___ Entries shown ___

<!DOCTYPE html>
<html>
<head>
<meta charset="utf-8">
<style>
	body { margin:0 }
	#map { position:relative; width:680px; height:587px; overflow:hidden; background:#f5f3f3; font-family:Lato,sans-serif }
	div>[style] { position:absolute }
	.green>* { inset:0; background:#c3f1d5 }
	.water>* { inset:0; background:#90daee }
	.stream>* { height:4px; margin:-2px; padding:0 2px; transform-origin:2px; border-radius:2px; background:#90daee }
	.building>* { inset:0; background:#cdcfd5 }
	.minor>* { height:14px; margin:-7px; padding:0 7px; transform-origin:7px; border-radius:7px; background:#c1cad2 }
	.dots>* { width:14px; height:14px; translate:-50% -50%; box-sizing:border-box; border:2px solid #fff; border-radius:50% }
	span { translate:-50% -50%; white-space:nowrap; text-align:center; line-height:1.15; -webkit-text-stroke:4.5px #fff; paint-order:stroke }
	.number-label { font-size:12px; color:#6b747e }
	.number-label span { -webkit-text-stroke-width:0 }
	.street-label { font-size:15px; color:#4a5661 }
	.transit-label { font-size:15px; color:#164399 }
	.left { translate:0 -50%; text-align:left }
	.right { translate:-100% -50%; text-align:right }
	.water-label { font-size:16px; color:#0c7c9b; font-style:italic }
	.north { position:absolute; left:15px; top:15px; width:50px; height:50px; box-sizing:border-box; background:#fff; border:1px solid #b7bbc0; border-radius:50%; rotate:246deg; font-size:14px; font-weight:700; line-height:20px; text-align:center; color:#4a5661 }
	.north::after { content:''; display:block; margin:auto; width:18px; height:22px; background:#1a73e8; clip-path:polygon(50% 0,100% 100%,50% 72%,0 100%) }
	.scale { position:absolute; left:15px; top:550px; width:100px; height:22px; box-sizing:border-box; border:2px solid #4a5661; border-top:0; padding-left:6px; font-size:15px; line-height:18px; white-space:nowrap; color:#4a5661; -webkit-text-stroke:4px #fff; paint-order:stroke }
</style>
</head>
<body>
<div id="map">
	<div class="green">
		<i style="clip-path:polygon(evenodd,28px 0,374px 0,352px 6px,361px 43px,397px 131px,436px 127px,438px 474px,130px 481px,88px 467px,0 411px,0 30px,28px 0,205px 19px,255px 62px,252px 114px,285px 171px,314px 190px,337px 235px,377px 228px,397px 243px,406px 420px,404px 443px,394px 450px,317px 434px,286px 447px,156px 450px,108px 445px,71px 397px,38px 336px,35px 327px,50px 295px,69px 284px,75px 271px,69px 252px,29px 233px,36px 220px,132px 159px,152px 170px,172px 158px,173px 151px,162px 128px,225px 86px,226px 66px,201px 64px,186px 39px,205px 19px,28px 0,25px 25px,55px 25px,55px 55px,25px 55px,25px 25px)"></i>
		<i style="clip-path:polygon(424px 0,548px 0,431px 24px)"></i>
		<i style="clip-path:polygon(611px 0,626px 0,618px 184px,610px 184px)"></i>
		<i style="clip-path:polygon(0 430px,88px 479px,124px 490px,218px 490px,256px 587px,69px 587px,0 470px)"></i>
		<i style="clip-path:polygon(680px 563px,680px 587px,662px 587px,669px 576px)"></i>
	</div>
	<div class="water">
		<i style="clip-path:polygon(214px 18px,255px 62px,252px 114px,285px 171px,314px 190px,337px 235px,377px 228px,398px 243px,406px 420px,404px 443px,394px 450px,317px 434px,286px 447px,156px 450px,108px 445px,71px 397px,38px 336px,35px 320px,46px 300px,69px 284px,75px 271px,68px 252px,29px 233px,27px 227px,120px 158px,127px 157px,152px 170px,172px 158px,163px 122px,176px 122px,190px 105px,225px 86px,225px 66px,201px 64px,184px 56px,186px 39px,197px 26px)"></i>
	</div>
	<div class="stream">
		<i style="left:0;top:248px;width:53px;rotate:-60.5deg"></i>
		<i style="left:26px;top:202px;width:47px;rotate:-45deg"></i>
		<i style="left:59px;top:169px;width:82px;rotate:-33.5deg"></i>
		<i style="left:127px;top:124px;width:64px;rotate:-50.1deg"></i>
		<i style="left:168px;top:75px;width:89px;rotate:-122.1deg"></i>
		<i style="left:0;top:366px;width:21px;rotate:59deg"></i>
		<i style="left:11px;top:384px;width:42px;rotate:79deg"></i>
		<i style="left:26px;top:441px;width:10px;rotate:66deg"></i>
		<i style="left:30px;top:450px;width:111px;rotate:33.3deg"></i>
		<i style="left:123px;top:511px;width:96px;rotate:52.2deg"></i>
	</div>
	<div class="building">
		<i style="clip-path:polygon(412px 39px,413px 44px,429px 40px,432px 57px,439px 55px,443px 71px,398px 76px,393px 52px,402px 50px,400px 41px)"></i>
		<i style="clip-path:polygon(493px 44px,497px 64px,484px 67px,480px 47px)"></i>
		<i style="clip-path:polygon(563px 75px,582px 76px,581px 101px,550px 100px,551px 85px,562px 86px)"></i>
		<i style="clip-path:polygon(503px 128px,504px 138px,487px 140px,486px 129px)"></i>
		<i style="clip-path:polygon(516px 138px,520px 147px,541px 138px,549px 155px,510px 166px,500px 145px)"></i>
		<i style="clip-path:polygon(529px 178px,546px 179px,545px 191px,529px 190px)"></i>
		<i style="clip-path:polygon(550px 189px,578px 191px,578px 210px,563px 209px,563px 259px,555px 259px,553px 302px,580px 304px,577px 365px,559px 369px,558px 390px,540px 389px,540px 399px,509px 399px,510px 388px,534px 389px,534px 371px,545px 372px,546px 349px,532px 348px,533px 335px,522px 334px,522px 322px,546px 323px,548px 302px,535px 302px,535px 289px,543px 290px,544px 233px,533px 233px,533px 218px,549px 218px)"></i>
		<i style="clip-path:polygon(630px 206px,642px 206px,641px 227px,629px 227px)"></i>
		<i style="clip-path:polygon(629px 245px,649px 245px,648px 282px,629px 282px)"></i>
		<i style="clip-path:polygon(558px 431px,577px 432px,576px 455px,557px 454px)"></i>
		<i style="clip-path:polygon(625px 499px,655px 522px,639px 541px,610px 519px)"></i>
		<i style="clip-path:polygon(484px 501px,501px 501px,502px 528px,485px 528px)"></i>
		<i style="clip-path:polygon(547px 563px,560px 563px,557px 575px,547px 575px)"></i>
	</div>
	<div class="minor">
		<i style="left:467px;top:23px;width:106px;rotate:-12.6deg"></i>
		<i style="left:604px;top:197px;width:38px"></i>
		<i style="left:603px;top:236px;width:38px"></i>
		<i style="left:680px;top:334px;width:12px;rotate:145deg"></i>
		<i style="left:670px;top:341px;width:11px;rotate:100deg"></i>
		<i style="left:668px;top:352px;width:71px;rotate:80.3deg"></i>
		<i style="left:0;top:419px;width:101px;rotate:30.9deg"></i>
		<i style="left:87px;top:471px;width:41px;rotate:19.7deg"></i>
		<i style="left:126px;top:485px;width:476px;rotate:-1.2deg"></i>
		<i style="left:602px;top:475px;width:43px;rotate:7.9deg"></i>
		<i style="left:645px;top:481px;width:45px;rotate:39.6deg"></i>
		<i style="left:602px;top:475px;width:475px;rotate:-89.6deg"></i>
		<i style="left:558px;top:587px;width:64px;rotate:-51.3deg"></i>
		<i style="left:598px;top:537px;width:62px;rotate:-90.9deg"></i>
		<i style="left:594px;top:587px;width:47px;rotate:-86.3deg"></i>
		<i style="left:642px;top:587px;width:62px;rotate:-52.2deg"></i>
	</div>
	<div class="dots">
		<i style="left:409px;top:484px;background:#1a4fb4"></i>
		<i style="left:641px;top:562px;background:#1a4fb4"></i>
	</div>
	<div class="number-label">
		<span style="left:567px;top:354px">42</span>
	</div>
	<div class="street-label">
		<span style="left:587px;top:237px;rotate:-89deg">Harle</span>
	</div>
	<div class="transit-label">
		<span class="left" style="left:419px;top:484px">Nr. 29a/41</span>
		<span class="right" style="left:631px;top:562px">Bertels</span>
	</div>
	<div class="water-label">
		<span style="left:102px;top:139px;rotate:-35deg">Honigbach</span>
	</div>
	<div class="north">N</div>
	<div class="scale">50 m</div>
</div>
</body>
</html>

___

#### Exercise instructions:
Everything from the first line of the records through the line containing "height:4px; margin:-2px; padding:0" is to be set down exactly, while later lines are left out.

#### Expected output:
<!DOCTYPE html>
<html>
<head>
<meta charset="utf-8">
<style>
	body { margin:0 }
	#map { position:relative; width:680px; height:587px; overflow:hidden; background:#f5f3f3; font-family:Lato,sans-serif }
	div>[style] { position:absolute }
	.green>* { inset:0; background:#c3f1d5 }
	.water>* { inset:0; background:#90daee }
	.stream>* { height:4px; margin:-2px; padding:0 2px; transform-origin:2px; border-radius:2px; background:#90daee }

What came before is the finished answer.